Upon request to speak with a public relations officer, the paper was informed the company had no PRO. Instead, the only appropriate officer was the Operations Manager whose name was not readily given.
After almost two hours of waiting at the reception, the Operations Manager declined to speak to our inquiries, rather directing our reporter to the Human Resource Manager - Miss Becky, who was out of the office at that moment.

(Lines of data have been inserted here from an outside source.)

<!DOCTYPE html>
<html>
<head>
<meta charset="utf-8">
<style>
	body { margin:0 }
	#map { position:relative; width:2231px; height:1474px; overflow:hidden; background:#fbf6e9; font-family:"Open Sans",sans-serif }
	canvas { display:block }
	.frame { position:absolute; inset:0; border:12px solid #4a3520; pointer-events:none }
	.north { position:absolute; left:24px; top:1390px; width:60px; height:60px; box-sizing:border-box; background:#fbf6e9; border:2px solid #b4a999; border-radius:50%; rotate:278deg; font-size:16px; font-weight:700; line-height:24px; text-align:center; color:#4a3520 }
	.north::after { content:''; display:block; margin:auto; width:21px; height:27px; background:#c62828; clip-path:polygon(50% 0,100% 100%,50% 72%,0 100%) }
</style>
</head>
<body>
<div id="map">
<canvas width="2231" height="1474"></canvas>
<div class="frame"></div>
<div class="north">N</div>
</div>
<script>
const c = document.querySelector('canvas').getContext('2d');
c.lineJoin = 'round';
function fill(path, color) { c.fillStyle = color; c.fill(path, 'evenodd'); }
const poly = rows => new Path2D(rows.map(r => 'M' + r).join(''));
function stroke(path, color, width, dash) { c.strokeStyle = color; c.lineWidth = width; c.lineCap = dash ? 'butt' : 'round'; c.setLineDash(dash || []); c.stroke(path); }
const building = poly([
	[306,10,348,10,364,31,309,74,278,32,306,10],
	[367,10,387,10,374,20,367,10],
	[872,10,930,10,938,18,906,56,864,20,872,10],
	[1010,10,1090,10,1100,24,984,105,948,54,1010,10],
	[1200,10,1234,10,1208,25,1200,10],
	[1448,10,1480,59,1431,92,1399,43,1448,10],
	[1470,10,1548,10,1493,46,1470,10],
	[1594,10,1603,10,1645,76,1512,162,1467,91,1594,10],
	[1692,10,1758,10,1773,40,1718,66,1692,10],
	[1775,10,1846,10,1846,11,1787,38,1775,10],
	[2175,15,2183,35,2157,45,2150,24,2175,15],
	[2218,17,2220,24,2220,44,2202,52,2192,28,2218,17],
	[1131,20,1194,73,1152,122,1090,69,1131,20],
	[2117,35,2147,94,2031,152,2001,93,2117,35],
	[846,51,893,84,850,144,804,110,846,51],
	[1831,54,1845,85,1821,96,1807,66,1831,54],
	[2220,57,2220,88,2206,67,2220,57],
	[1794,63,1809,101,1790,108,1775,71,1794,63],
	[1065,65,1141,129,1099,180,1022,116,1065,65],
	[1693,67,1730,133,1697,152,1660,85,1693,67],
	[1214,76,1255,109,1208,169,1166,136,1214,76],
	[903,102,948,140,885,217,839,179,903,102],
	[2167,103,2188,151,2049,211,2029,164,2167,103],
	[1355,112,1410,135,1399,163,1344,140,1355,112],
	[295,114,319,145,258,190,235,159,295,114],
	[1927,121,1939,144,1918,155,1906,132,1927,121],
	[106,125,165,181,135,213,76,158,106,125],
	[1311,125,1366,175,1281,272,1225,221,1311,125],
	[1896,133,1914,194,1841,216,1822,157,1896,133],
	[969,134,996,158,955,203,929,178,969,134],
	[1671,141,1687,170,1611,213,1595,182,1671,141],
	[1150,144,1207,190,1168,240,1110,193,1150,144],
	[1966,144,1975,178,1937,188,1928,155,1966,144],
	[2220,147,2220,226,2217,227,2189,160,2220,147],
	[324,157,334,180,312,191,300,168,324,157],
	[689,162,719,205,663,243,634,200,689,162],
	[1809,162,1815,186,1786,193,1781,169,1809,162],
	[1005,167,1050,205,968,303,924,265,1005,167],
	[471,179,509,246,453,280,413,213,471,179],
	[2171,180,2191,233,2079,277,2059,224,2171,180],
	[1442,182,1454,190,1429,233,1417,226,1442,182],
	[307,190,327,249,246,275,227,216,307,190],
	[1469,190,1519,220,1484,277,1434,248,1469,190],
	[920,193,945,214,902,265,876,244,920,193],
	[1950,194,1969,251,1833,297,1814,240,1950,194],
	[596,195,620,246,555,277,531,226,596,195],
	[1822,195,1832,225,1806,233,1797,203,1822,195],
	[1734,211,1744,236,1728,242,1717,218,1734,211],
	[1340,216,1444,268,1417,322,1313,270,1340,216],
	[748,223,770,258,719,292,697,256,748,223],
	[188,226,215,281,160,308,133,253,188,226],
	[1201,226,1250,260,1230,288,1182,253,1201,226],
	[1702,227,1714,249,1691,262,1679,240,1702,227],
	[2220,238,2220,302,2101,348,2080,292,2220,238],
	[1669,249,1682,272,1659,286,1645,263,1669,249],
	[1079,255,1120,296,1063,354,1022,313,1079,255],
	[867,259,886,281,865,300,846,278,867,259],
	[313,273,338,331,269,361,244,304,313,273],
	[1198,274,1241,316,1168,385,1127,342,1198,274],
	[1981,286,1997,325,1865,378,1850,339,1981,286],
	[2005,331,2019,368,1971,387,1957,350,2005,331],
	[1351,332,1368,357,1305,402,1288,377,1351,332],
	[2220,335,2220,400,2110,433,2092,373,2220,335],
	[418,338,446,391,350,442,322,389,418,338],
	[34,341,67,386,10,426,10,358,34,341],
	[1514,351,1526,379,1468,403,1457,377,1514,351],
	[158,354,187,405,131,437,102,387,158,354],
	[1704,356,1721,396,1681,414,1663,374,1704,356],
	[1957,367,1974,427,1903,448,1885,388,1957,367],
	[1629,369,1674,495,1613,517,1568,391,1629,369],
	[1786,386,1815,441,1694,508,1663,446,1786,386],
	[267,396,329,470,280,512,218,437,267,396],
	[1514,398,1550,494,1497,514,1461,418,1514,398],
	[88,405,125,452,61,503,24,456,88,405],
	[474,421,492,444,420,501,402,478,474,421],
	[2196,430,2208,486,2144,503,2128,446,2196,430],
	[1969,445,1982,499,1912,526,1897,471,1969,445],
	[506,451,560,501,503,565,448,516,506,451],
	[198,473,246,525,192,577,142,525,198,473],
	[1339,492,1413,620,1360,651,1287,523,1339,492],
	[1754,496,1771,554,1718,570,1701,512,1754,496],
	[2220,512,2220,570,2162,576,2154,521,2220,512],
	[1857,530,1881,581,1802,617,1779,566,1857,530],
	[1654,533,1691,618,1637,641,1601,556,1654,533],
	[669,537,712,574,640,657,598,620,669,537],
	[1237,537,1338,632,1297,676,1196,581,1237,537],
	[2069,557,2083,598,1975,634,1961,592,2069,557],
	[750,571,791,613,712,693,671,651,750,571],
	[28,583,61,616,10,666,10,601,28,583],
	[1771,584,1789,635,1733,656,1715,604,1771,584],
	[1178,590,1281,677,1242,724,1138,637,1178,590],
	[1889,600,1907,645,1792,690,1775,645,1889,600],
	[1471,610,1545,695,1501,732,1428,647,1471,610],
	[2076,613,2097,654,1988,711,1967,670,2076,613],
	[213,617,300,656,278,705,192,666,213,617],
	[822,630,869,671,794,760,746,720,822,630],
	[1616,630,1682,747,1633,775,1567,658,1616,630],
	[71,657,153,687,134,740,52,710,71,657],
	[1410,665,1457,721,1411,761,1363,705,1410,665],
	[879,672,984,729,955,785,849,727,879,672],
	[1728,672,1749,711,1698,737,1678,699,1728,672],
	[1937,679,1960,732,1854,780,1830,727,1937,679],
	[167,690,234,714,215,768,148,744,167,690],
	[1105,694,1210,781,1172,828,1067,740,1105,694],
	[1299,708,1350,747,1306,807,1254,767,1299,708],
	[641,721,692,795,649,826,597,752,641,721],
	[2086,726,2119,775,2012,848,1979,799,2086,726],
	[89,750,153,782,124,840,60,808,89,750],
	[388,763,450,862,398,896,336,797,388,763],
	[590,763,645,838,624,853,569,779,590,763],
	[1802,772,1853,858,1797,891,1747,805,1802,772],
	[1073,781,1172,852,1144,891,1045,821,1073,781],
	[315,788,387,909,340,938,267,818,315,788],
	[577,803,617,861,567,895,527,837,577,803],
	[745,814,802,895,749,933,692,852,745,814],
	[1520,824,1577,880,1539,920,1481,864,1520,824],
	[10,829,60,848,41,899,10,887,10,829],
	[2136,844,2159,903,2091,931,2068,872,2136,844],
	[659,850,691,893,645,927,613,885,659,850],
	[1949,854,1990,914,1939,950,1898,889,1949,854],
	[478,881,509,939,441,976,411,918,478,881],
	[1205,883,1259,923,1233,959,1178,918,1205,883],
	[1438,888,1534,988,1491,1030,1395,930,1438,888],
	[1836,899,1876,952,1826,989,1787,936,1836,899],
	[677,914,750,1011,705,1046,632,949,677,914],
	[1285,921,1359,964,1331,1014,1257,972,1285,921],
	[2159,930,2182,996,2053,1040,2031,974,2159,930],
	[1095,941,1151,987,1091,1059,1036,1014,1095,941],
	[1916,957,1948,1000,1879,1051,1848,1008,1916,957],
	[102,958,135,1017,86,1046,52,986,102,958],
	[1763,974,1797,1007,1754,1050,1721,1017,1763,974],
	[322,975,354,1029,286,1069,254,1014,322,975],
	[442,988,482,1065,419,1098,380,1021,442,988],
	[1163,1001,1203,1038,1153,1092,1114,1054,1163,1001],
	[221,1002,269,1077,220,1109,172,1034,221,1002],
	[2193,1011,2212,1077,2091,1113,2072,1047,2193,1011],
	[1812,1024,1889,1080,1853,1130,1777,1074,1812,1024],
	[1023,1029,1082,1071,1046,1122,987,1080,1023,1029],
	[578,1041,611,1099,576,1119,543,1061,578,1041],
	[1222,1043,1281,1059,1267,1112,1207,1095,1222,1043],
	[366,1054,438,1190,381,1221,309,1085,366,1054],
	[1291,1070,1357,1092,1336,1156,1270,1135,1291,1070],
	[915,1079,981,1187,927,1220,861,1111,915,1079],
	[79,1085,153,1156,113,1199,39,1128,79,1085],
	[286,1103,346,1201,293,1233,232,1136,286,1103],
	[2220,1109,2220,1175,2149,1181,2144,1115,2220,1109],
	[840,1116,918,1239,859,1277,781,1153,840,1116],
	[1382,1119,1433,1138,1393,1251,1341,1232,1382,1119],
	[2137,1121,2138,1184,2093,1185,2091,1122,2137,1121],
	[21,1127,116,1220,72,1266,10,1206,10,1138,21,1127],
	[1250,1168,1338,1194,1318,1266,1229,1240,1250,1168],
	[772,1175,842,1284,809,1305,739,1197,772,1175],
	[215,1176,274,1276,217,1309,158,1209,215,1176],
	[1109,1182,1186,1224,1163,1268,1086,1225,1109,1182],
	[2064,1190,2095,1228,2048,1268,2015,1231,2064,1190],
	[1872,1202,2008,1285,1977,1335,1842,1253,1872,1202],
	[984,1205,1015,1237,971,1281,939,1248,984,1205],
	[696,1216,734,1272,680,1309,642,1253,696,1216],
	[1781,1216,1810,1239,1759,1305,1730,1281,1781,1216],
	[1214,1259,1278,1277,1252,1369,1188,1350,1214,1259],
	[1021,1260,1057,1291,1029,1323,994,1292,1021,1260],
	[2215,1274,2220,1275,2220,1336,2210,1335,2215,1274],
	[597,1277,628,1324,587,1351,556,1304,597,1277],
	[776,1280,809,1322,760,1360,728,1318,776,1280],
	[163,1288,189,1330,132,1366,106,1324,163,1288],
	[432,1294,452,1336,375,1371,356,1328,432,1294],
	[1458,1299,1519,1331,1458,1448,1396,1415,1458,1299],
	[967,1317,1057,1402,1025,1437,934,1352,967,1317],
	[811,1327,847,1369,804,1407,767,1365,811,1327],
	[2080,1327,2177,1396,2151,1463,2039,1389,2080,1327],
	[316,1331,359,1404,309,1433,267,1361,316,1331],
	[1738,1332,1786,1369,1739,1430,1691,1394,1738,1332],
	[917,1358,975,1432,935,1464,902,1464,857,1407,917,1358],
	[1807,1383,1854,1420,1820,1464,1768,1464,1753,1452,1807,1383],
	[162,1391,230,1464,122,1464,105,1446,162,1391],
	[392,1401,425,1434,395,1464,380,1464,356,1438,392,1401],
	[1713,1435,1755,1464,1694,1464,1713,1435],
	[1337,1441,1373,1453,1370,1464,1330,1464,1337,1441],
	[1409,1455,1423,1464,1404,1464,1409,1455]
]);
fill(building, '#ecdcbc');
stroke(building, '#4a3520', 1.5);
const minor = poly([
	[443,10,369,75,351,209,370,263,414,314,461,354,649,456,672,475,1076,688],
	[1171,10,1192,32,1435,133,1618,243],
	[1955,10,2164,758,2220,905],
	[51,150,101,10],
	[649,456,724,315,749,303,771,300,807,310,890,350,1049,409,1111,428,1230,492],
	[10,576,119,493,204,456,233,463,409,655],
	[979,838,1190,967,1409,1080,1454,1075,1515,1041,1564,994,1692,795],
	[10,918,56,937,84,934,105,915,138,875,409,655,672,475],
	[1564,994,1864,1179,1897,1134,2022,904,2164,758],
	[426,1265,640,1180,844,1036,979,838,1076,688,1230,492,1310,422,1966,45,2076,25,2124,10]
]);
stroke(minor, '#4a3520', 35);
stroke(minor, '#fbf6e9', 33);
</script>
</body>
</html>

And, upon waiting for further hours she could not make herself available for the interview.
Essence
The Ministry of Food and Agriculture set up NAFCO in 2010 to ensure the security of farmers and insulate them against losses resulting from the anticipated increases in production.
Specifically, NAFCO's mandate include to: guarantee an assured income to farmers by providing a minimum guaranteed price and ready market; and mop up excess produce from all farmers in order to reduce post-harvest losses resulting from spoilage due to poor storage, thereby protecting farm incomes.

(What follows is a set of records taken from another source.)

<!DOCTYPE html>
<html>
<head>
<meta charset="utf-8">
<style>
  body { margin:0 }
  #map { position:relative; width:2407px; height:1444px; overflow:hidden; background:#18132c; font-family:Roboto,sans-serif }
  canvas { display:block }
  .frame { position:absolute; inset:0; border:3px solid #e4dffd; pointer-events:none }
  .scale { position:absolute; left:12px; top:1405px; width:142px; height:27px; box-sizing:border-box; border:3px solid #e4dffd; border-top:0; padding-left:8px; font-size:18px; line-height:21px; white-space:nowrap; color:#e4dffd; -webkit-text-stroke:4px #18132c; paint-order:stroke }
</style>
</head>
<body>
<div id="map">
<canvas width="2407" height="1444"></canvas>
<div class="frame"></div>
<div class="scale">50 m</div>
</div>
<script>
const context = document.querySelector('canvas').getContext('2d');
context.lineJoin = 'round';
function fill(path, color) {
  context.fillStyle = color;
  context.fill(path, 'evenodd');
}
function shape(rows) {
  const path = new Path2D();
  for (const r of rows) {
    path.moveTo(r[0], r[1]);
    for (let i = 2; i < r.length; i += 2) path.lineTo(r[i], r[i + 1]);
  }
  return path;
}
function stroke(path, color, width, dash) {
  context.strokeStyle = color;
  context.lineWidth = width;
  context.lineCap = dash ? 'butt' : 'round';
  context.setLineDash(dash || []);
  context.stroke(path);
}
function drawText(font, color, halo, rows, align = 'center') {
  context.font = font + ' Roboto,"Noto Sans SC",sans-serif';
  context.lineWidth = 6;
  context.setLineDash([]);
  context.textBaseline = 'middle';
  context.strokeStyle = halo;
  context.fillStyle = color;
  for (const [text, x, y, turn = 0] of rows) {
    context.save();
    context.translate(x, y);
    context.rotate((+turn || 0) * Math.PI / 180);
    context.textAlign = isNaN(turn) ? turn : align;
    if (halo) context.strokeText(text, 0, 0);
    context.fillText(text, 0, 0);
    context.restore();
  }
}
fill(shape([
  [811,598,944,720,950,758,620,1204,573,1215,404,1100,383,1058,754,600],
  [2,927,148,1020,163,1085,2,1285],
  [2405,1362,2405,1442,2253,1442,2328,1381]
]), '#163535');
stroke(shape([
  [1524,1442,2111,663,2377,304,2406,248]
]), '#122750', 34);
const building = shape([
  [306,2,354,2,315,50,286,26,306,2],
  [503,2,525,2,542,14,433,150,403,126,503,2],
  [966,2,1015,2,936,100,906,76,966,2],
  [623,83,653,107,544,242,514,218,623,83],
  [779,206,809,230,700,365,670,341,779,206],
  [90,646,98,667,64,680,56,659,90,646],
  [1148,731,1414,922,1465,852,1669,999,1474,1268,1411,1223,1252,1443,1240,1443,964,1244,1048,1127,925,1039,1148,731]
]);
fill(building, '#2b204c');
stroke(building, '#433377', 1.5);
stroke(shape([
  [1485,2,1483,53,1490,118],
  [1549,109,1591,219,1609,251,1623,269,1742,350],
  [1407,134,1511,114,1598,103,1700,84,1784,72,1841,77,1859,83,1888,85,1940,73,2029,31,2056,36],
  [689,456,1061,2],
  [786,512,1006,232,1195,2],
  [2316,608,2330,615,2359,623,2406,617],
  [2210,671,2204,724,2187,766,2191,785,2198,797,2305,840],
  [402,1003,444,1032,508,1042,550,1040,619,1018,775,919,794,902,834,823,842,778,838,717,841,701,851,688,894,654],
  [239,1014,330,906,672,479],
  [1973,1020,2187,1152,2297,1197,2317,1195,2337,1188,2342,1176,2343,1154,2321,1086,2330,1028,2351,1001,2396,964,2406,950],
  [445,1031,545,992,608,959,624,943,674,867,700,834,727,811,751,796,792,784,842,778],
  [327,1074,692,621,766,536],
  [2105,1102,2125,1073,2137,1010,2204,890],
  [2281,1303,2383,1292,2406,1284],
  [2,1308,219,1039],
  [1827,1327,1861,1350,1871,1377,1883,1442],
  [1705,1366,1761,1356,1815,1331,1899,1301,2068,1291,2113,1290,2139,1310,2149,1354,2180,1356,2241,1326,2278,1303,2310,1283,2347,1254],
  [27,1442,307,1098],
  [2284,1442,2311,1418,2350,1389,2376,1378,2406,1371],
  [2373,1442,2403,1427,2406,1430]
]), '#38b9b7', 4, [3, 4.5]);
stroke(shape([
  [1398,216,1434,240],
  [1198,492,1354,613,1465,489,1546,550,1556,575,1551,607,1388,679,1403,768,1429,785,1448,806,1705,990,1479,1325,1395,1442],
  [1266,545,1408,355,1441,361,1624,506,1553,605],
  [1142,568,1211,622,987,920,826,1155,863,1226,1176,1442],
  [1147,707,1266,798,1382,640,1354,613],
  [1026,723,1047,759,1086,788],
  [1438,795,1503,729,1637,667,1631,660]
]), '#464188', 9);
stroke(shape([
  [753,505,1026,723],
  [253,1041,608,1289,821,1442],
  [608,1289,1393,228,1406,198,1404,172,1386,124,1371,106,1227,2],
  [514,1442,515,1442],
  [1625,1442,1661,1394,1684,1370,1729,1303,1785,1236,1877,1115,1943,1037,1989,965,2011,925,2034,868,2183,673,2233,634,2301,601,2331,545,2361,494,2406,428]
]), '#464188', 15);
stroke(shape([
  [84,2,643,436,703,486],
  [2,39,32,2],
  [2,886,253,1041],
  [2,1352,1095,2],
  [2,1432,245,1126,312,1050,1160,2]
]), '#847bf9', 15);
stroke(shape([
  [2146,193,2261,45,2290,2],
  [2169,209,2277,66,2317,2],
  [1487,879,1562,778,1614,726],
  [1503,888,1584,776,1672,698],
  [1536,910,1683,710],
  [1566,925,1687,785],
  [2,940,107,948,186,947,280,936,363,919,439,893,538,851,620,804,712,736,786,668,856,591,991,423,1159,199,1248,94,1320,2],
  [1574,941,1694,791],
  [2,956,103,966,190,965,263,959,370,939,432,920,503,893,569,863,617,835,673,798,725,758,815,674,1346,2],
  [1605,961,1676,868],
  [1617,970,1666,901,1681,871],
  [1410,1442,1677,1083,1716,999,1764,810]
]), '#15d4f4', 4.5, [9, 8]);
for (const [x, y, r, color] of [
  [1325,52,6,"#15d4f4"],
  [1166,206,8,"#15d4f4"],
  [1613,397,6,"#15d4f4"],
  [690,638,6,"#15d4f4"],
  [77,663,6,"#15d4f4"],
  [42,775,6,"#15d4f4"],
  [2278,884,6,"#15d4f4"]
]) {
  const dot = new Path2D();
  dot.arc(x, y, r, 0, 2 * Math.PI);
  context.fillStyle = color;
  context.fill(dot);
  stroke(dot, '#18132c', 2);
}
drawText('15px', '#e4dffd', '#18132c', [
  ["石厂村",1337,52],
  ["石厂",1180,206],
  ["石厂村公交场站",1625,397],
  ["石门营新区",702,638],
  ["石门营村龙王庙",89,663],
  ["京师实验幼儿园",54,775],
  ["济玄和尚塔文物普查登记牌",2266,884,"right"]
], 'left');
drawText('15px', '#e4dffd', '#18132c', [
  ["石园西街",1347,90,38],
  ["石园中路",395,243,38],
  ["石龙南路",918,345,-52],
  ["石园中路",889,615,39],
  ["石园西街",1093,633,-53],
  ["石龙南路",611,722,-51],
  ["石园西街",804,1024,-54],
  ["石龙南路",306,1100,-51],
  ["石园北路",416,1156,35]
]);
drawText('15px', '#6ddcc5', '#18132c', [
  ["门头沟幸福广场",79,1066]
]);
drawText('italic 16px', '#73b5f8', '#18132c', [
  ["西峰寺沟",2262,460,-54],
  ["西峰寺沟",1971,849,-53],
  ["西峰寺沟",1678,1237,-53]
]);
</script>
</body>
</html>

Others are to: purchase , sell, preserve and distribute food stuffs; employ a buffer stock mechanism to ensure stability in demand and supply; and expand the demand for food grown in Ghana by selling to state institutions such as the military, schools, hospitals, prisons etc.
It was also set up to "manage governments emergency food security," according to the Ministry of Food and Agriculture.
It was supposed to focus attention on three main crops - maize, rice and soya beans.
At the time, the ministry said year 2009 data showed that the total domestic production of maize amounted to 1,619,600 metric tonnes while demand was 1,197,000 metric tonnes, thus, showing a surplus of 422,600mt which needed to be stored.
"In times past such surplus goes to waste," the ministry indicated.
Withdrawal of subvention
In 2016, the Graphic Business, reported that government was going to wean the NAFCO off its subvention.
The publication indicated "a highly placed source" had disclosed the decision was based on saving "tax payers money from going into a venture that has been a drain on the national chest."
New Drive
In its 2017 budget and fiscal policy, government has indicated that the Ministry of Agriculture, now led by Dr Owusu Afriyie Akoto, will roll out a programme aimed at creating an estimated 750,000 direct and indirect jobs. The programme is expected to be financed with a $75 million loan facility.
The initiative is expected to increase the production of maize by 30 percent from current production levels, rice by 49 percent, soya bean by 25 percent and sorghum by 28 percent (see Tuesday March 7, 2017 edition of Business Day.)
According to information available to Business Day, NAFCO is struggling to come to terms with the government's new agenda even though a key component of the project is storage of the excess food for the lean season.